Simulating the free-return trajectory with Python

Quick Success Data Science

Fifty-five years ago this December, the Apollo 8 crew became the first humans to leave Earth’s sphere of influence and travel to another celestial body. This month, Frank Boorman, the commander of that mission, passed away at age 95. To remember this historic event and its distinguished crew, I’ll review a computer simulation of the Apollo 8 flight path. Simulations like this are useful for mission planning, as teaching aids, and for consumption by the press and general public.

Why was Apollo 8 so Important?

In the summer of 1968, America was losing the space race. The Soviet Zond spacecraft appeared moon-ready, the CIA had photographed a giant Soviet N-1 rocket sitting on its launch pad, and the Americans’ troubled Apollo program still needed three more test flights.

But in August of that year, NASA manager George Low had an audacious idea. Let’s go to the moon now. Instead of more tests in Earth’s orbit, circle the moon in December and let that be the test!

At that moment, the space race was essentially over. Less than a year later, the Soviets had capitulated, and Neil Armstrong had taken his great leap for all mankind.

The decision to take the Apollo 8 spacecraft to the moon was hardly trivial. In 1967, three men had died in the Apollo 1 capsule, and multiple unmanned missions had blown up or otherwise failed.

Against this backdrop and with so much at stake, everything hinged on the concept of the Free Return Trajectory. The mission was designed so that if the service module engine failed to fire, the ship would simply swing around the moon and return to the Earth like a boomerang. The elegant beauty of this concept was even incorporated into the official mission patch.

In this article, we’ll explore the free-return trajectory using a computer simulation built with the Python programming language. Although not necessary, if you want to play along with the simulation as you read, you can download the source code and supporting files from this GitHub repository.
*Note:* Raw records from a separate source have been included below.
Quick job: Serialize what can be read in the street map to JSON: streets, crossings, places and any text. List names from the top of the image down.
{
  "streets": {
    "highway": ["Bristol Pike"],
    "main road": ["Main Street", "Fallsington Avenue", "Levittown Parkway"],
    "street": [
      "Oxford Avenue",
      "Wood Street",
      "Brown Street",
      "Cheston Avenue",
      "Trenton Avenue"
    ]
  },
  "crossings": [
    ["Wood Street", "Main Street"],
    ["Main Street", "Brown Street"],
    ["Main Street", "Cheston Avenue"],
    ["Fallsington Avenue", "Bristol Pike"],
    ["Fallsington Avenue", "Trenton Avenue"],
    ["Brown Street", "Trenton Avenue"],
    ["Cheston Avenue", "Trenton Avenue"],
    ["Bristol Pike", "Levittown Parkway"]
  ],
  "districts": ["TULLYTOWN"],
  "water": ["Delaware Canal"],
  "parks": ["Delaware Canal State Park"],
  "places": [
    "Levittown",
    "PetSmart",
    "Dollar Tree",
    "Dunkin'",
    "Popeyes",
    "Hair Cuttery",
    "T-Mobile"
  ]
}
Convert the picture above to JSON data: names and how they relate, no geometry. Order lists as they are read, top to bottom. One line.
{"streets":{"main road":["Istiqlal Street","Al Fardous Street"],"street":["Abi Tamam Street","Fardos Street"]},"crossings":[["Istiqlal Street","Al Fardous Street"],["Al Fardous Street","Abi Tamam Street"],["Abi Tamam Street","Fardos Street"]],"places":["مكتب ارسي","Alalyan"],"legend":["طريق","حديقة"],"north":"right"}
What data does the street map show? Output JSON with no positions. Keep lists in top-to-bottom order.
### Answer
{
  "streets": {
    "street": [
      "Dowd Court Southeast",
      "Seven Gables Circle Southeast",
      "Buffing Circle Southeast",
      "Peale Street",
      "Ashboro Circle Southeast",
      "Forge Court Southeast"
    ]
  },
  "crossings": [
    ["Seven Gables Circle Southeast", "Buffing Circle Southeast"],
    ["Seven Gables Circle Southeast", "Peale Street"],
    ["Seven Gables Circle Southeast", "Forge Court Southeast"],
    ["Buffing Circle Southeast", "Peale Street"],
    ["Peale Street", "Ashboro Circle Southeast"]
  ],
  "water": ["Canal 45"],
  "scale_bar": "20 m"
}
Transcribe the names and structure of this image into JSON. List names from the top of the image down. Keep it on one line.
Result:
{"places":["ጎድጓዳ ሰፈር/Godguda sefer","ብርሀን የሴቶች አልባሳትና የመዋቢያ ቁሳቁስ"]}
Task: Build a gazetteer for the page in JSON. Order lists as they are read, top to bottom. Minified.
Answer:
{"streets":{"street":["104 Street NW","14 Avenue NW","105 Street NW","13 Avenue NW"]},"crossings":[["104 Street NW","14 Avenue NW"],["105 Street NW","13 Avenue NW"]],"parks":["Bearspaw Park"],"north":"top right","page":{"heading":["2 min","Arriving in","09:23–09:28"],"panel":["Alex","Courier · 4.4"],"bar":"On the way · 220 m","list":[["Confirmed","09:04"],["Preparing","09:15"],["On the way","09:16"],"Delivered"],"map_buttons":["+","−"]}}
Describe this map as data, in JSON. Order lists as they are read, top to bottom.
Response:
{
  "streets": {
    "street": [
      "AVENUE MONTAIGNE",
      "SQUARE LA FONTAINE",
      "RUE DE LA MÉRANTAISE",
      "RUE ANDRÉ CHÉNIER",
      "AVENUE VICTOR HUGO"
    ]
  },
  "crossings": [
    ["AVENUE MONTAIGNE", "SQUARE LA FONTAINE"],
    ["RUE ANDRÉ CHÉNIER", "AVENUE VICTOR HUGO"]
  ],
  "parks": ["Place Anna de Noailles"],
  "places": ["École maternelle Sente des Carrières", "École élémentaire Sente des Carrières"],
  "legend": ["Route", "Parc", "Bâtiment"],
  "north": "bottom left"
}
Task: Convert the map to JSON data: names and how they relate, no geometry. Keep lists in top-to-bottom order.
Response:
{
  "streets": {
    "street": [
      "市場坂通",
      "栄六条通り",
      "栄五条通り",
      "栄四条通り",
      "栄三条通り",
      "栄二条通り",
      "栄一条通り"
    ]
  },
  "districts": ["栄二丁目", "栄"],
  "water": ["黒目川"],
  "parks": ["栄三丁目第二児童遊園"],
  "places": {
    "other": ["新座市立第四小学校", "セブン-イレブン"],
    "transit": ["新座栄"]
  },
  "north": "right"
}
You’ll need the files _apollo_8_freereturn.py, _earth100×100.gif, and _moon27×27.gif.

Understanding the Apollo 8 Mission

The goal of the Apollo 8 mission was merely to circle the moon, so there was no need to take a lunar lander component. The astronauts traveled in the command and service modules, collectively known as the CSM.

In the fall of 1968, the CSM engine had been tested in the earth’s orbit only, and there were legitimate concerns about its reliability. To orbit the moon, the engine would have to fire twice, once to slow the spacecraft to enter lunar orbit and then again to leave orbit.

With the free-return trajectory, if the first maneuver failed, the astronauts could still coast home. As it turned out, the engine fired perfectly both times, and Apollo 8 orbited the moon 10 times. (The ill-fated Apollo 13, however, made great use of its free-return trajectory!)

The Free Return Trajectory

While calculating a free-return trajectory requires a lot of intense mathematics (it is rocket science, after all), you can still use a few simplified parameters to diagram one in two dimensions, as shown below.

To simulate the free return in 2D we need a few key values: the starting position of the CSM (R₀), the velocity and orientation of the CSM (V₀), and the phase angle between the CSM and the moon (gamma₀). The phase angle, also called the lead angle, is the change in the orbital time position of the CSM required to get from a starting position to a final position.

The translunar injection velocity (V₀) is a propulsive maneuver used to set the CSM on a trajectory to the moon. It’s achieved from a parking orbit around the earth, where the spacecraft performs internal checks and waits until the phase angle with the moon is optimal. At this point, the third stage of the Saturn V rocket fires and falls away, leaving the CSM to coast to the moon.

Because the moon is moving, you have to predict its future position or lead it, like shooting skeet with a shotgun. This requires knowing the phase angle (gamma₀) at the time of translunar injection.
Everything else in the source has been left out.